Growing up, I dreamed of managing the news with grace, which meant being able to flip through a newspaper at breakfast without shattering the sound barrier or spilling coffee on the hot young professional by my side. Like most everyone, I now grab my news online, so I’ve been striving for sophistication once again. Until today, when I discovered Skimr.
Skimr is simply the easiest-to-use and best news reader I’ve found on the web. A straightforward homepage presents an alphabetized list of news sources. Click on the sites you normally visit, skim the headlines and excerpts of recent articles or blog posts, and then click on the titles if you want to follow links to the full articles.
In fancy speak, Skimr is an RSS reader, RSS standing for Rich Site Summary, Really Simple Syndication, or (if I might add a definition) Royally Stupid Shorthand – seriously, unless you already use RSS, what the hell does it mean to anyone? Well, with Skimr, it now means that I no longer have to visit twenty sites a day just to scan for stories of interest.
Don’t let the minimalist design fool you. This is not a half-baked website in early beta. A crew of devoted Google Reader users put a great deal of thought into offering a better way to handle RSS feeds. The trim shape means that Skimr fits nicely on desktops as well as tablets and smartphones, without any downloads. Cue angelic “aah!”
Skimr is also extremely fast and easy on the eyes. What’s more, it’s fair to both readers and website owners. Unlike other readers, users still visit external sites to read full articles, so publishers aren’t cheated out of traffic. Readers are spared the time, waste,s and hassle of journeying across the web before arriving at desired material.
For those that want to keep things very simple, Skimr is free and works without an account. There’s a large directory of sites, so there’s a strong likelihood that you’ll find your favorite news sources without much fuss. An account of course allows members to customize the news feeds that greet them on the homepage each time they visit. Add websites to the list using URLs or by incorporating sites already in the directory.
The Skimr founding team is comprised of Petr Kral, Josef Sima, and David Svedja – three seasoned internet veterans from the Czech Republic. Check out the blog they maintain onsite or contact the trio here.
We recently had a chance to chat with co-founder, Petr Kral, about the origins of Skimr. Check it out:
How’d you come up with the name “Skimr”?
Originally, I thought we were working on a web-based RSS reader. We wanted to do something like Google Reader only modern. But then I realized we did not have to pull in the whole articles but create a feed of snippets (headline + perex). Pretty much like Twitter, but for websites. I was then looking for a name that described this quick look at the snippets. And Skimr was born – skim through the headlines.
When do your best business ideas come to you?
[On my] fourth beer and third vodka. Or simply when I observe the world around me, e.g. on the tram.
How many people did you start the company with and how many people work for you now?
It’s a side project really. Me and my colleague work from Seznam.cz here in Prague. Seznam is one of the very few companies in the world that has not been defeated by Google in search. We work on cool local projects, but read international blogs and news sites. That’s when Skimr was born – out of necessity to quickly learn what’s new in the Tech world.

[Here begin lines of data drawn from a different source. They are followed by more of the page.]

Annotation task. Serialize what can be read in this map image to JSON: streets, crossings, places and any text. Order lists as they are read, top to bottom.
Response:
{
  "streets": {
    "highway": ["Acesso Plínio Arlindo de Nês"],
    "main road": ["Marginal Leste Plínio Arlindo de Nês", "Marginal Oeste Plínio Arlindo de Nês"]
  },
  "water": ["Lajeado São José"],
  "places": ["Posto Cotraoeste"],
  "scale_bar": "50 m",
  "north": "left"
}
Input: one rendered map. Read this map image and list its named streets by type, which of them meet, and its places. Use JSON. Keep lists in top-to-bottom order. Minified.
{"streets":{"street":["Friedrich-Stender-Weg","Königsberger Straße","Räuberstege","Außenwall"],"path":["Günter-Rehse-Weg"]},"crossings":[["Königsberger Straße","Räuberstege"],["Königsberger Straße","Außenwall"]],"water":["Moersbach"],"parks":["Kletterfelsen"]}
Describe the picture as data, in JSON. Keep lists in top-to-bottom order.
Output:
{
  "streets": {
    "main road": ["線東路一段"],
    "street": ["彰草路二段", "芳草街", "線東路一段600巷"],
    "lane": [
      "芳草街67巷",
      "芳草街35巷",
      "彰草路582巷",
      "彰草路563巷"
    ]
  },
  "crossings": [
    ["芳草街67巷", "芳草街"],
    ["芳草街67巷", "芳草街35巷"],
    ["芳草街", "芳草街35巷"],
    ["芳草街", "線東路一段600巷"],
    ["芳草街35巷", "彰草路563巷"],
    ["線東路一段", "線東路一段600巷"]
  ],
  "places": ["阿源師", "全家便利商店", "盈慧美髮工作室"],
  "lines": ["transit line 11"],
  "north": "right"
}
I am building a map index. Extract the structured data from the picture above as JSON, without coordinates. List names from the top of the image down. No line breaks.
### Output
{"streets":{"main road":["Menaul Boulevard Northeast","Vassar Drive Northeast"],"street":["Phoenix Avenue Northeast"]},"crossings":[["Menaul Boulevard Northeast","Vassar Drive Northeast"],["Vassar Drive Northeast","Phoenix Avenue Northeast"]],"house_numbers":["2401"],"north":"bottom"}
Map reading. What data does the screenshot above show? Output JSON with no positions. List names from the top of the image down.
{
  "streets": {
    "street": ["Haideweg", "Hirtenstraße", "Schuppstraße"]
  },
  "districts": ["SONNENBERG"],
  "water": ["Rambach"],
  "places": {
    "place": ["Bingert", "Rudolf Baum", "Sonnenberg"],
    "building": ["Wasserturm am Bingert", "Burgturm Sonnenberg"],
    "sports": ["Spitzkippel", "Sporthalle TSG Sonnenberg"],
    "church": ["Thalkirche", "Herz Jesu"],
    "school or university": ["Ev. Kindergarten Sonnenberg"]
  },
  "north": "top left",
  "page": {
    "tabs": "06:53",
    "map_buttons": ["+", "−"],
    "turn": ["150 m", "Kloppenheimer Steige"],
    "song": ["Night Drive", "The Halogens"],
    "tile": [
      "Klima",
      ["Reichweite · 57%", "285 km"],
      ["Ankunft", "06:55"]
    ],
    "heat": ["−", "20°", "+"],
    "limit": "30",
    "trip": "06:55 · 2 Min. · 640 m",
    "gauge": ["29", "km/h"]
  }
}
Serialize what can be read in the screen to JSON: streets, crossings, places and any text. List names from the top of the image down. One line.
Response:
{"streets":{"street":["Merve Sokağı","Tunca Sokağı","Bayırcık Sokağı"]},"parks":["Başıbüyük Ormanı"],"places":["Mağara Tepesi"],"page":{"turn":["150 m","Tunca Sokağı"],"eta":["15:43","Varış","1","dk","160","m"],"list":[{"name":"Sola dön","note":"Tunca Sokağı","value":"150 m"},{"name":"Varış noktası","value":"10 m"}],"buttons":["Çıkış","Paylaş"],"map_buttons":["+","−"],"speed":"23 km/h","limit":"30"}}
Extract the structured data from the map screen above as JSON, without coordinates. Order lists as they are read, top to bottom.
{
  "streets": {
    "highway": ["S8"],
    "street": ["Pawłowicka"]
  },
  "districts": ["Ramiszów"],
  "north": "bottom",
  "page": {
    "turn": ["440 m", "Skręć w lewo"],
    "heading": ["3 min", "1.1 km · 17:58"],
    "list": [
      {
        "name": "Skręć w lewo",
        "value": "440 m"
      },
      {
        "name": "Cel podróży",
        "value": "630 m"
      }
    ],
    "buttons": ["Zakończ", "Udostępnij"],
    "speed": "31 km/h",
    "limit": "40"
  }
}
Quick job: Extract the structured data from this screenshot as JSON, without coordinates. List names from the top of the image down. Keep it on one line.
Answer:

A lot of people have big ideas. What gave you the confidence to actually go after yours?
Skimr is a neat little tool. No grand ambitions. Me and my friends find it extremely addictive and useful so I thought we might have a fighting chance finding other people who might also find it helpful.
How’d you fund this venture?
Self-funded. It’s just a couple of weeks of coding in the evening after work really.
What has been your biggest professional frustration?
Living in a small country in the middle of Europe, there are not that many opportunities to work on international projects. I went to the Silicon Valley a couple years back to learn more about startups and realized how different the Tech scene over there was. Have been thinking about starting a project ever since.
How do you picture your company in 5 years?
I guess Twitter started as a fun project and see how long they have come so far. I am very interested in the digital publishing area and Skimr is a fun project to solve one little problem – how to quickly learn what my favorite websites are posting right now without visiting each and every one of them and without using traditional RSS as I do want to read the content on the original site, not within some reader.
Do you consider yourself a successful entrepreneur? If not, what’ll make you feel successful?
I have started a few companies so far. I learnt a lot, I made some money. And look, I am doing it again. So I guess the most important part of being successful is whether you enjoy doing it. And I certainly do.
I never quite mastered the newspaper page-turning, which is why I’m so thrilled about Skimr. Permit me my coming of age, tech-geek moment. I get it. It makes perfect sense. It makes reading the news a simple, direct, and pleasurable experience again. Happy reading, friends.